Task description: Please copy out every line in the entries that includes the word "มทองว".

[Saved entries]
────────
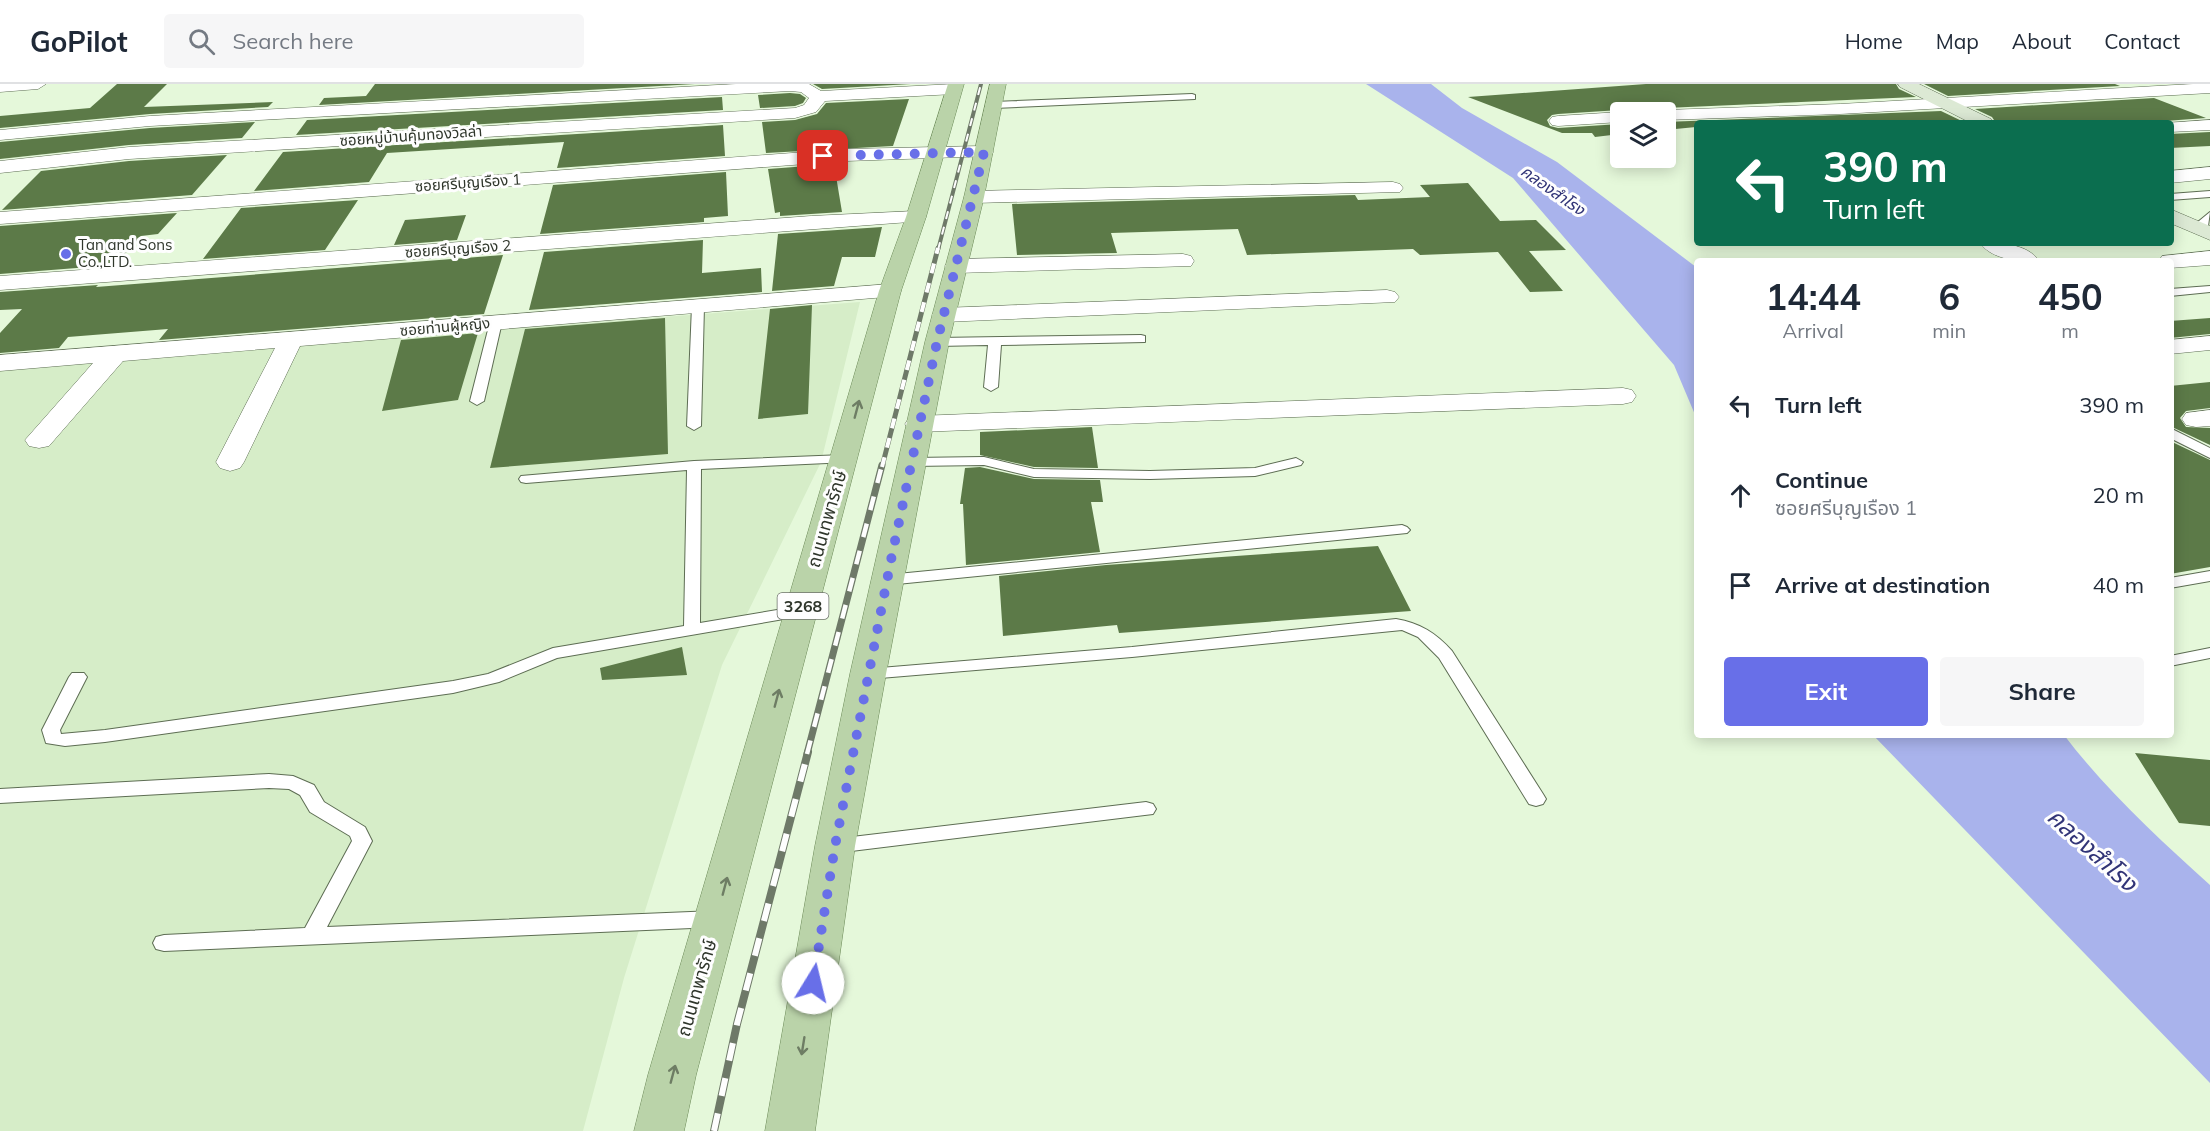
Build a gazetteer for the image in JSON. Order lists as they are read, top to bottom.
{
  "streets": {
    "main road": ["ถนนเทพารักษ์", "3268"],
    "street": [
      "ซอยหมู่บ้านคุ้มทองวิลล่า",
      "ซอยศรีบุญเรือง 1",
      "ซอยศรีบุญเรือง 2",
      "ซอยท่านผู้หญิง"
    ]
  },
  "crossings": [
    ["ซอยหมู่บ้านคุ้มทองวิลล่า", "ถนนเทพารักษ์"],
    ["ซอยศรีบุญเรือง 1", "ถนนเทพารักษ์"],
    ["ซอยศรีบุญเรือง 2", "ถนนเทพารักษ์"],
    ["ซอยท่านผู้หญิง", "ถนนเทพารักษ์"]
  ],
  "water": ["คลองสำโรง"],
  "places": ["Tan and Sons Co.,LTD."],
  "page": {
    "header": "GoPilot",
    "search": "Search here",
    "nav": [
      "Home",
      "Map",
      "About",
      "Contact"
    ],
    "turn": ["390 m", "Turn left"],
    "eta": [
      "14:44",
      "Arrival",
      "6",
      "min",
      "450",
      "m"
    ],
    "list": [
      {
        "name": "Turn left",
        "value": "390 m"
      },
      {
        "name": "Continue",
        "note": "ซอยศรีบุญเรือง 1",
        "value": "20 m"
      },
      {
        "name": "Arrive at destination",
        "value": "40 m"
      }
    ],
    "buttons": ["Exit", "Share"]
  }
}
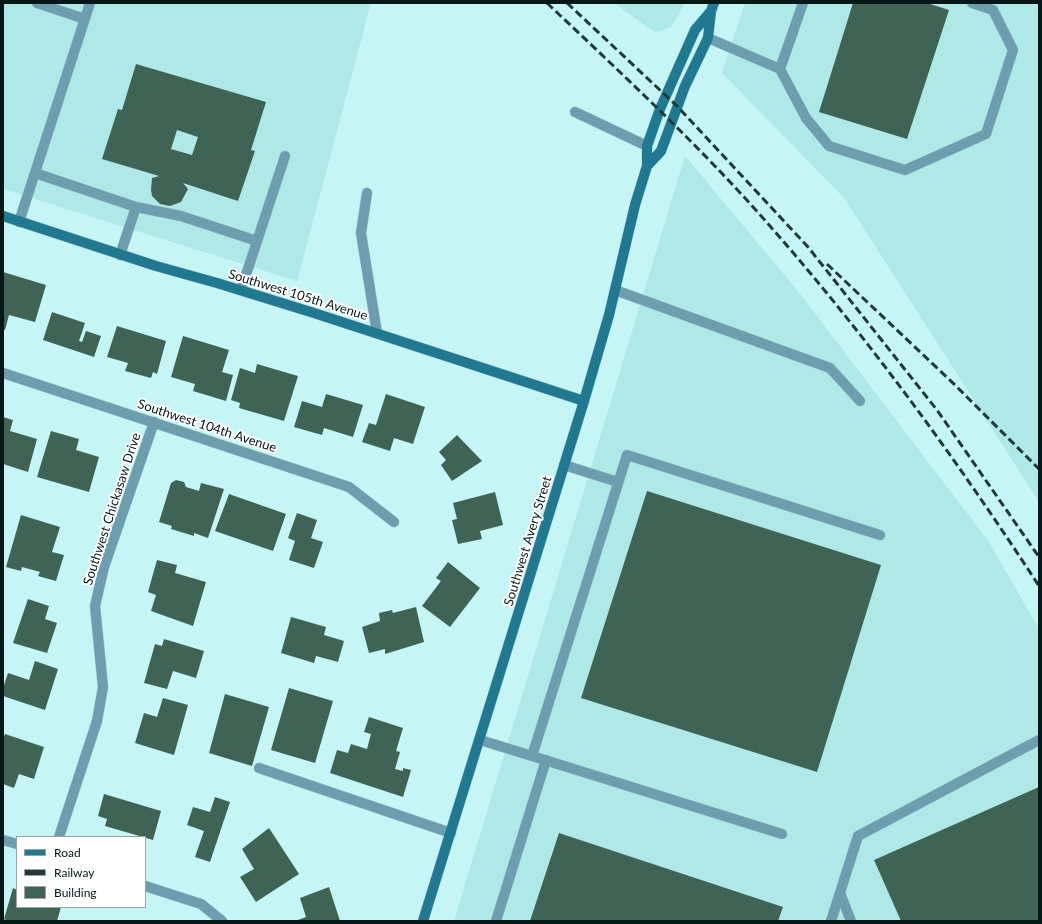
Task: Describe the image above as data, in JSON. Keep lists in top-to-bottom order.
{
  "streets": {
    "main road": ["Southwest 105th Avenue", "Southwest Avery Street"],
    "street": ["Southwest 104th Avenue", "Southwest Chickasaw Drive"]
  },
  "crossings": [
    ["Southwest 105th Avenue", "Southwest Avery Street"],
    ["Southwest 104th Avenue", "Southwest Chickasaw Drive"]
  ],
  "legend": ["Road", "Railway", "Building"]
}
────────
Expected answer:
      "ซอยหมู่บ้านคุ้มทองวิลล่า",
    ["ซอยหมู่บ้านคุ้มทองวิลล่า", "ถนนเทพารักษ์"],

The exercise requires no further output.